Вряд ли кто мог теперь оказаться на пути Сульдема, и он не стал подавать голоса. Миновав Девичью тропу, снова выехал на обочину и, не сворачивая на Кулузун, темной ложбиной направил коня к Чээнеку. С полуслова поняв Онзулака, Сульдем уверенно держал путь к шалашу Дарган-Хаа: только у него мог находиться Буян.

Старик не удивился гостю.

Глаза не сразу привыкли к полутьме шалаша. Лишь когда Дарган-Хаа разжег огонь, чтобы сварить чай из марьина корня, да начал резать на доске вяленое мясо, Сульдем разглядел на сделанной из жердей койке сына.

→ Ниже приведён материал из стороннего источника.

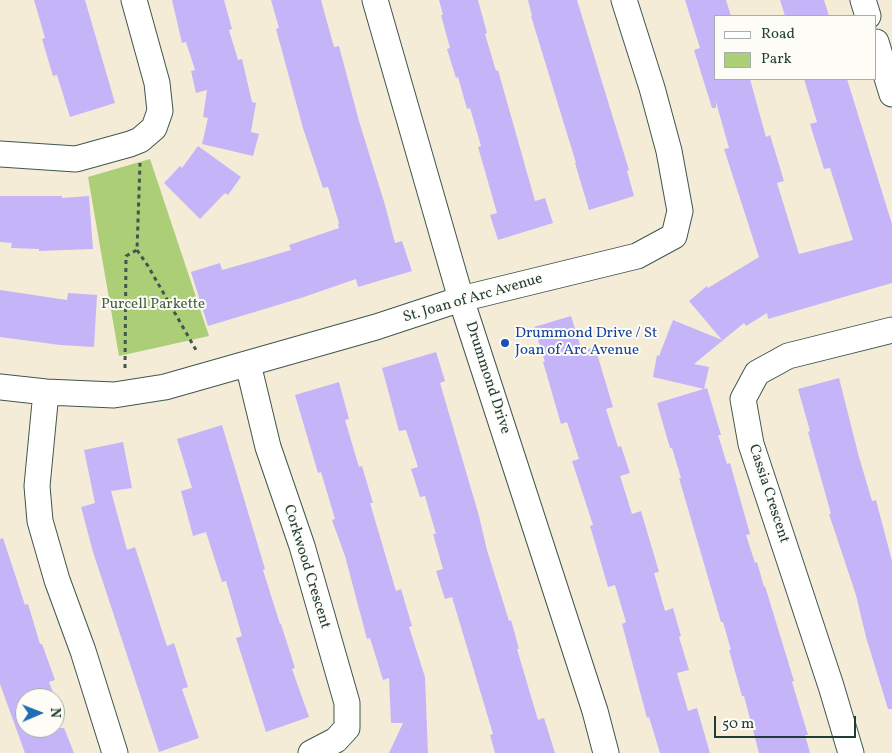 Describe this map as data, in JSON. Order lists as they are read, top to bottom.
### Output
{
  "streets": {
    "street": [
      "St. Joan of Arc Avenue",
      "Drummond Drive",
      "Cassia Crescent",
      "Corkwood Crescent"
    ]
  },
  "crossings": [
    ["St. Joan of Arc Avenue", "Drummond Drive"],
    ["St. Joan of Arc Avenue", "Corkwood Crescent"]
  ],
  "parks": ["Purcell Parkette"],
  "places": ["Drummond Drive / St Joan of Arc Avenue"],
  "legend": ["Road", "Park"],
  "scale_bar": "50 m",
  "north": "right"
} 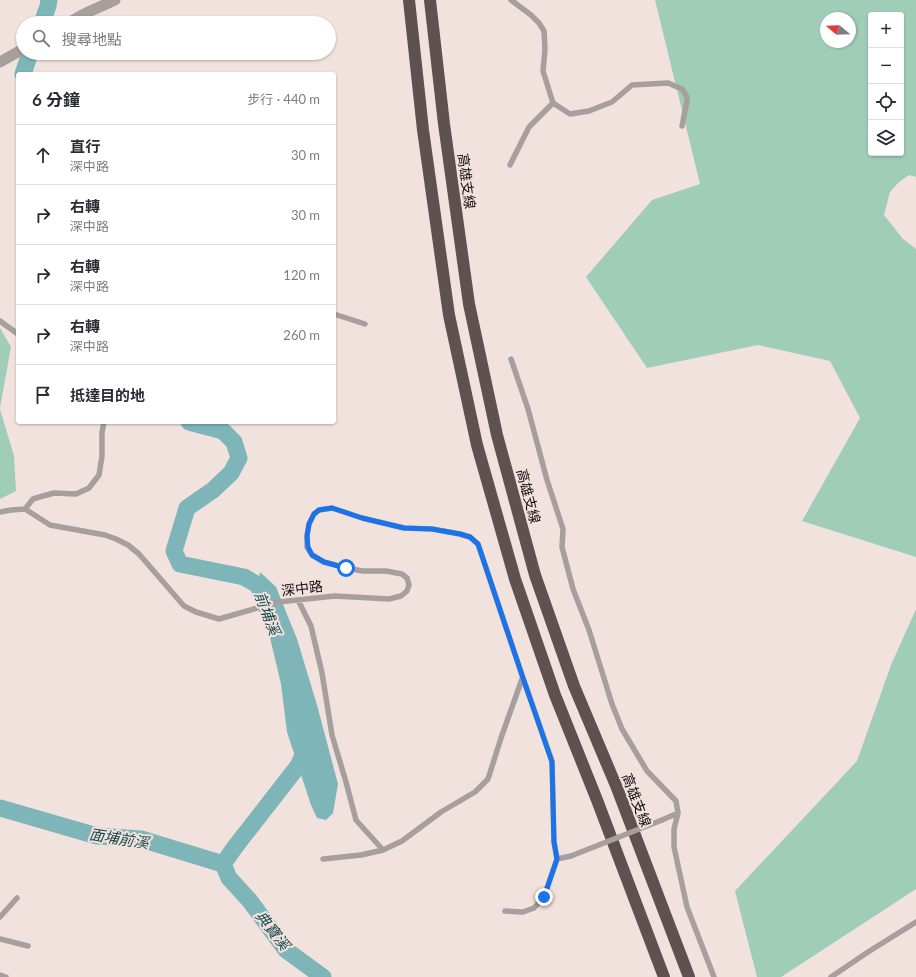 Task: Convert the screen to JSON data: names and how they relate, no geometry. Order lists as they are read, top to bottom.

Как он исхудал! Глаза ввалились и поблескивали откуда-то из глубины.

— Что же ты не поберегся… — не нашелся что сказать ему Сульдем. — Мать все глаза выплакала.

— Тогда бы вы его увидели! — улыбнулся Дарган-Хаа. — Ох и страшный был. В груди хрипит, словно несколько кошек орут. Горит, как в огне. Я его отваром из корня таволги отпаивал.

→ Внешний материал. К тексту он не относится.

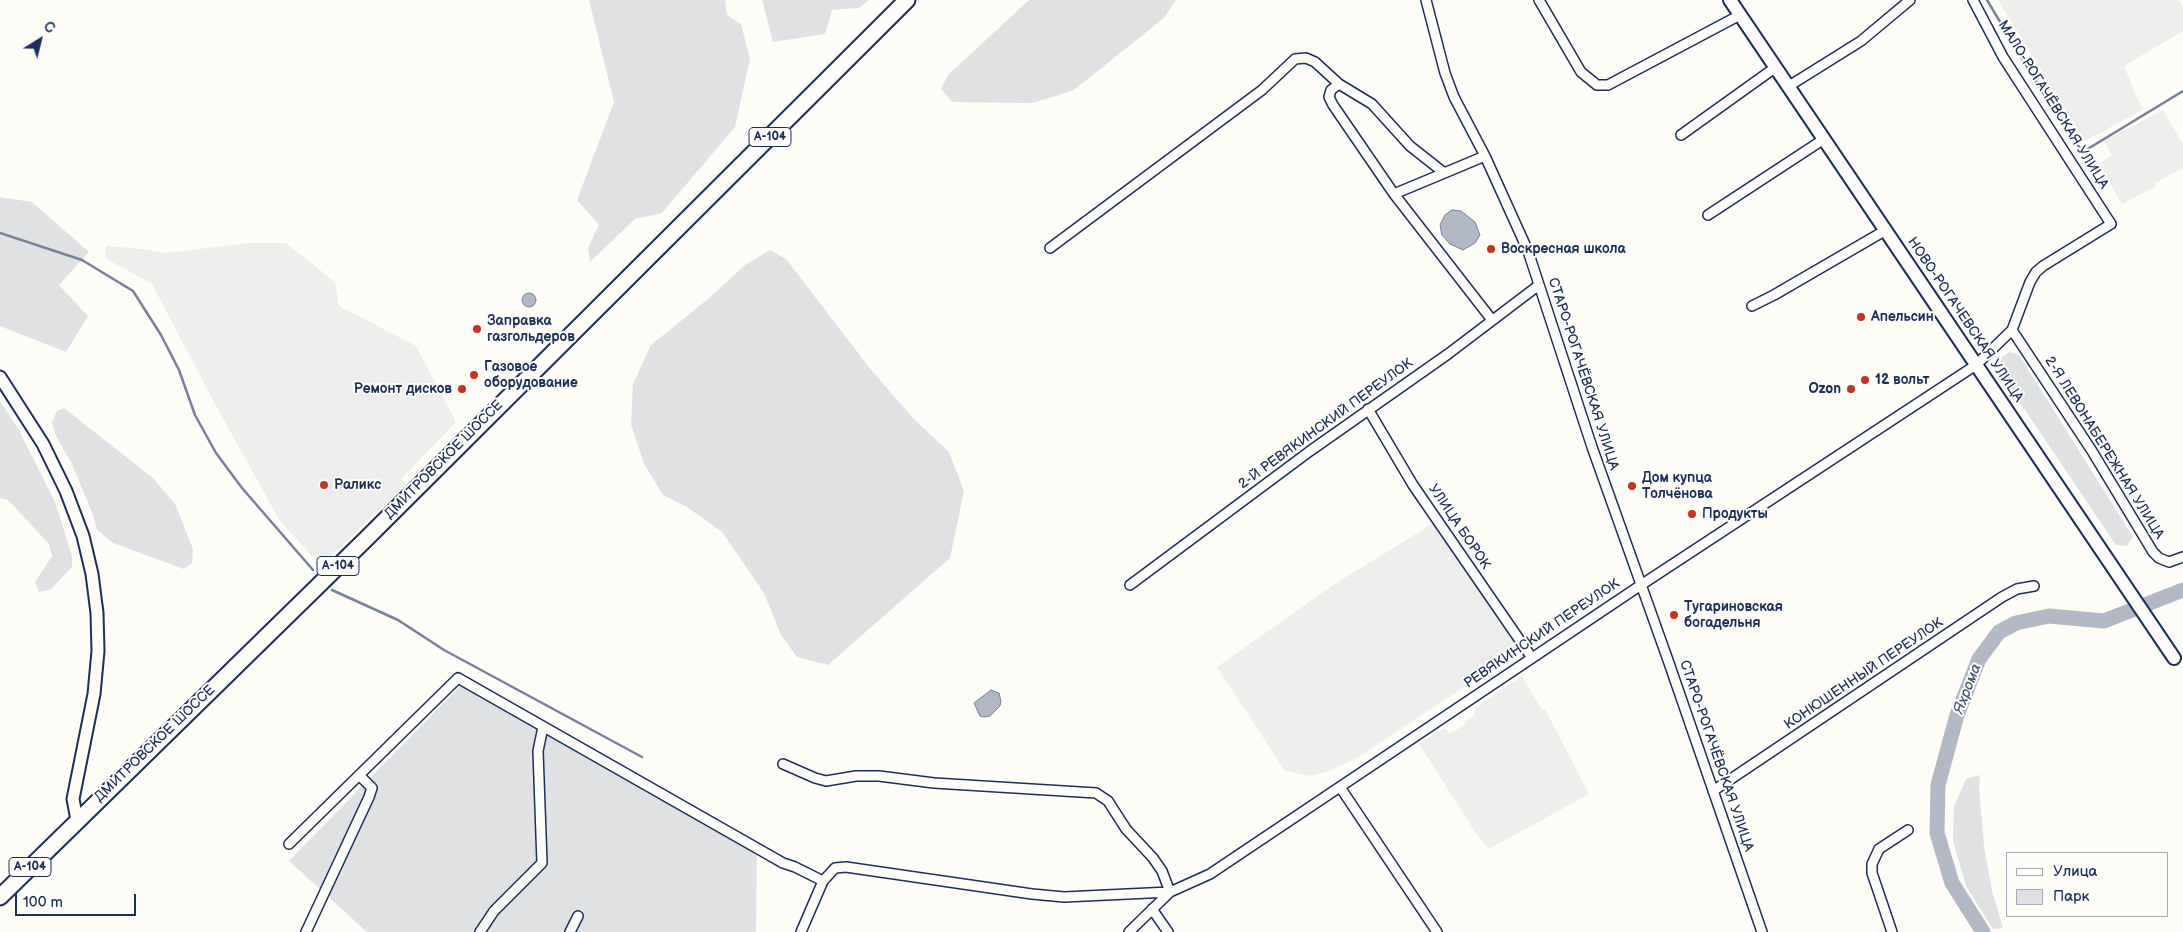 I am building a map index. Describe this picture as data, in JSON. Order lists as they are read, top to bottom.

— Только ты, брат, и смог спасти его, — Сульдем благодарно поклонился старику.

— Теперь самое худшее позади. — Дарган-Хаа поворо­шил угли в костре. — Одно плохо: ест мало. Мясо не принимает, а молока у меня нет. Когел обещал дойную корову привести. Ждем со дня на день. Тогда дело на поправку пойдет.

Сульдем и сам видел, что болезнь мало-помалу отпускает Буяна. Однако сил у него было еще маловато.

Сульдем вышел из шалаша, снял с коня переметную суму, Достал мешочек с толченым протом, домашний сыр.

– Я уже забыл, когда ел то, что мама готовила! — Буян с аппетитом жевал свежий сыр-быштак. — Айна сильно вы­росла? А как сын Соскара?’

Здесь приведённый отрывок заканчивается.